People sometimes argue that possibility properties are important by using the ambiguities of natural language to try to turn a liveness property into a possibility property. For example, they may say that it should be possible for the user of a bank’s ATM to withdraw money from his account. However, upon closer examination, you don’t just want this to be possible. (It’s possible for me to withdraw money from an ATM, even without having an account, if a medium-sized meteorite hits it.) The real condition is that, if the user presses the right sequence of buttons, then he must receive the money.

Since there is no reason to prove possibility properties of a system, I was surprised to learn from Bob Kurshan–a very reasonable person–that he regularly uses his model checker to verify possibility properties. Talking to him, I realized that although verifying possibility properties tells you nothing interesting about a system, it can tell you something interesting about a specification, which is a mathematical model of the system. For example, you don’t need to specify that a user can hit a button on the ATM, because you’re specifying the ATM, not the user. However, we don’t reason about a user interacting with the ATM; we reason about a mathematical model of the user and the ATM. If, in that mathematical model, it were impossible for the button to be pushed, then the model would be wrong. Proving possibility properties can provide sanity checks on the specification. So, I wrote this paper explaining how you can use TLA to prove possibility properties of a specification–even though a linear-time temporal logic like TLA cannot express the notion of possibility.
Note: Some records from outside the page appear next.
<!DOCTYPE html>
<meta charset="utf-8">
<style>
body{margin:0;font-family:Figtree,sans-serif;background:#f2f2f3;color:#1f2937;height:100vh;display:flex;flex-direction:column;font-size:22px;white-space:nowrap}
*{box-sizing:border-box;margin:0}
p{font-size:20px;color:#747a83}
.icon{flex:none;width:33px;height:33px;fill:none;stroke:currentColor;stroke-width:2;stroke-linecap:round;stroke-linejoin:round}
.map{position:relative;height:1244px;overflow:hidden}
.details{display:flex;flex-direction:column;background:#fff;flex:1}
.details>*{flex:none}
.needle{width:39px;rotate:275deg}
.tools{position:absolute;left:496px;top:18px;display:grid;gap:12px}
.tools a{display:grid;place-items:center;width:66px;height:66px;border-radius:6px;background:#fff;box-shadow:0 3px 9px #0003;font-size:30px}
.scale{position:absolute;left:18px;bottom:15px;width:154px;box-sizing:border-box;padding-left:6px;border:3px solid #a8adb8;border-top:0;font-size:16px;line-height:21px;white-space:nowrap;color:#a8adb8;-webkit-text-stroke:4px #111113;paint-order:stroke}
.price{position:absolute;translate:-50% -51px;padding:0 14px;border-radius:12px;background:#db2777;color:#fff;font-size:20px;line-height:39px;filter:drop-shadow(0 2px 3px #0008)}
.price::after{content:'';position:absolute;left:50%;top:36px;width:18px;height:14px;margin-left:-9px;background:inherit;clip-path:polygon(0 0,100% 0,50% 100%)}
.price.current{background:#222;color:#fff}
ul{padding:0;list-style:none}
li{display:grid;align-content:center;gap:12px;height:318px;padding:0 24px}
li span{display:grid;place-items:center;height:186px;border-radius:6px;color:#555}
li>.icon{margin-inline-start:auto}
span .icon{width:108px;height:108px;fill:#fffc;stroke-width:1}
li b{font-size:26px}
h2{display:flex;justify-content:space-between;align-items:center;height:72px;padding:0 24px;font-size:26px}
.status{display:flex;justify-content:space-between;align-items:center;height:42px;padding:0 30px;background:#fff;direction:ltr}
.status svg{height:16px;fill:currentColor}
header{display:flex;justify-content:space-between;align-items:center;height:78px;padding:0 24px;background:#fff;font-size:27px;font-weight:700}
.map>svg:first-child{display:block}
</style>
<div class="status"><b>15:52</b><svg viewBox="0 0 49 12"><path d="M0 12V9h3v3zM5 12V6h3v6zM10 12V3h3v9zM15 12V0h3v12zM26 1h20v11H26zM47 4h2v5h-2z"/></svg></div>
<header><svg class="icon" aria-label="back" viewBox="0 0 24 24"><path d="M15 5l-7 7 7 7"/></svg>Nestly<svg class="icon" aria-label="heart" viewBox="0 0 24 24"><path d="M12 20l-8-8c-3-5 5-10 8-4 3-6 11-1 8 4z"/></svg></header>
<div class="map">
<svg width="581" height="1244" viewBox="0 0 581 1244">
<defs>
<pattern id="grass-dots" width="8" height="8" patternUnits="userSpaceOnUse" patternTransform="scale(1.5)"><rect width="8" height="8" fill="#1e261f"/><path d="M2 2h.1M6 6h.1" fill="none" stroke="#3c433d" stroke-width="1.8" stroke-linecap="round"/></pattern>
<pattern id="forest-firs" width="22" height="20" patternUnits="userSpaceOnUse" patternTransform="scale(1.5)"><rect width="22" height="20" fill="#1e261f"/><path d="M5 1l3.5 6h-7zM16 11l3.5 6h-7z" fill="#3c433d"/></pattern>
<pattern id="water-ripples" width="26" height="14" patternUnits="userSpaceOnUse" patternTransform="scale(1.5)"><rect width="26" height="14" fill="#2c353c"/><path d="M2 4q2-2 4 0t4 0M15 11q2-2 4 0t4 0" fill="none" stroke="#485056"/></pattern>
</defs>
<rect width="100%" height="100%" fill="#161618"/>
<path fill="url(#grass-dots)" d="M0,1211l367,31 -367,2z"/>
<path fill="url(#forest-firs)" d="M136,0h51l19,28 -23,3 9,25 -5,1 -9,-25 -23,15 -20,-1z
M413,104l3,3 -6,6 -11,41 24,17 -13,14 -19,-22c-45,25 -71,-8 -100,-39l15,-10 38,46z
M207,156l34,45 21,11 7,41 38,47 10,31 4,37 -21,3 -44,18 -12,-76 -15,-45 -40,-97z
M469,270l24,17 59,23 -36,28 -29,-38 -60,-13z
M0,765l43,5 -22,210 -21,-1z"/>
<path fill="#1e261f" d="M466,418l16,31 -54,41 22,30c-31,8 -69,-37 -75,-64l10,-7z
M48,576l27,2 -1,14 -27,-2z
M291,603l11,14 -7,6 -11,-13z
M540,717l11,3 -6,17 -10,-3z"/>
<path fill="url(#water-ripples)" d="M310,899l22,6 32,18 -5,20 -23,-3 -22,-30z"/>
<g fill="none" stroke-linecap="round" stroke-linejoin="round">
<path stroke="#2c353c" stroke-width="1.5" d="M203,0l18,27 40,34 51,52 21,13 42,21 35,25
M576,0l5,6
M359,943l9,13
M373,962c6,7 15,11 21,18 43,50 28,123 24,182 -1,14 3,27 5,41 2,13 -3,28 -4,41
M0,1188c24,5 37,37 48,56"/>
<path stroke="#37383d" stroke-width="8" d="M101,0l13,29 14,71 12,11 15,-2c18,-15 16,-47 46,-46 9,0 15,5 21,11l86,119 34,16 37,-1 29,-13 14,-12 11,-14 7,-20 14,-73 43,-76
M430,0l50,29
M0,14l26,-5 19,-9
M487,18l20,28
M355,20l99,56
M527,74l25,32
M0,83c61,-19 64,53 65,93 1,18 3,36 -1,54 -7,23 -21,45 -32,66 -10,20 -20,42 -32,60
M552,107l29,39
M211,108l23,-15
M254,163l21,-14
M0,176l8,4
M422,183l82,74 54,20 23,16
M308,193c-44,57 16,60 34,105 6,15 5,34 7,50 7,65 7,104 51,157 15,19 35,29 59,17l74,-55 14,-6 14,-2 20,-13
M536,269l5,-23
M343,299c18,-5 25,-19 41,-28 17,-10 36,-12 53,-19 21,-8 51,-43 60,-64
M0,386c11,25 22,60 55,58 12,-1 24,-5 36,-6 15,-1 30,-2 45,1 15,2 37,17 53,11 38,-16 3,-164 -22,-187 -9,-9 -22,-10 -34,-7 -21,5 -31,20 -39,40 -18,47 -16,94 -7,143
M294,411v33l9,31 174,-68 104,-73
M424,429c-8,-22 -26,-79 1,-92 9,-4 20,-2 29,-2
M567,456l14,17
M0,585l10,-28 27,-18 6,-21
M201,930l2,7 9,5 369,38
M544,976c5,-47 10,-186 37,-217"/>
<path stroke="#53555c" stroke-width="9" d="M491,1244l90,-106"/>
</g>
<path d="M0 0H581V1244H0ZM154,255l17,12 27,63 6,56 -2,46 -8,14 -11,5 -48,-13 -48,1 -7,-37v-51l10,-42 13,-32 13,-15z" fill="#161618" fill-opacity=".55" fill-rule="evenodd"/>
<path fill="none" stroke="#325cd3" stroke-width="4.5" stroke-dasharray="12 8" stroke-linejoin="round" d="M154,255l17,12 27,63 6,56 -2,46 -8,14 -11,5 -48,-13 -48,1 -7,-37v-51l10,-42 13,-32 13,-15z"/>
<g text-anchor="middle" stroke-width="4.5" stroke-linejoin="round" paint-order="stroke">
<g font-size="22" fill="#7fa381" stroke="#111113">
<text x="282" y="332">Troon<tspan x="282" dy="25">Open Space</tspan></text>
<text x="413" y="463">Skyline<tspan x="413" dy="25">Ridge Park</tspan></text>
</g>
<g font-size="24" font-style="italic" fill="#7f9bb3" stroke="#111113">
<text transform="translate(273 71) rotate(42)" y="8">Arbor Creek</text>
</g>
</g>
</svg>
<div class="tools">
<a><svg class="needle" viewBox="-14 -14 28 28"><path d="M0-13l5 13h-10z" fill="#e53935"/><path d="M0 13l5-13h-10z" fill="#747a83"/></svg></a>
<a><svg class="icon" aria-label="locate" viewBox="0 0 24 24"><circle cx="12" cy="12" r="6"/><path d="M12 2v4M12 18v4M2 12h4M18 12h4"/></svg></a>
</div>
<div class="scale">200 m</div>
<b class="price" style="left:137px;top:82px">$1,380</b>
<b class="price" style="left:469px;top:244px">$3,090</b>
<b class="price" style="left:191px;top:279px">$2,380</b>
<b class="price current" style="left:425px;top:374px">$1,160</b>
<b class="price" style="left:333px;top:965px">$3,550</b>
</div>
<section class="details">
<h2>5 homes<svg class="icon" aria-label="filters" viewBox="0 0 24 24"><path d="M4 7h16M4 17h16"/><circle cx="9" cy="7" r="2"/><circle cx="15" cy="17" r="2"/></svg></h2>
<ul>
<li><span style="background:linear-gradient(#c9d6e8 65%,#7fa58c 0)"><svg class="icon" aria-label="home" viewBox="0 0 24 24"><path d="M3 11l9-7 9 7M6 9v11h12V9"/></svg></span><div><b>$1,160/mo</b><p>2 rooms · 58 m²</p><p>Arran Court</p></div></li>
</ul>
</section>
I originally submitted this paper to a different journal. However, the editor insisted that, to publish the paper, I had to add a discussion about the merits of branching-time versus linear-time logic. I strongly believe that it’s the job of an editor to judge the paper that the author wrote, not to get him to write the paper that the editor wants him to. So, I appealed to the editor-in-chief. After receiving no reply for several months, I withdrew the paper and submitted it to TCS.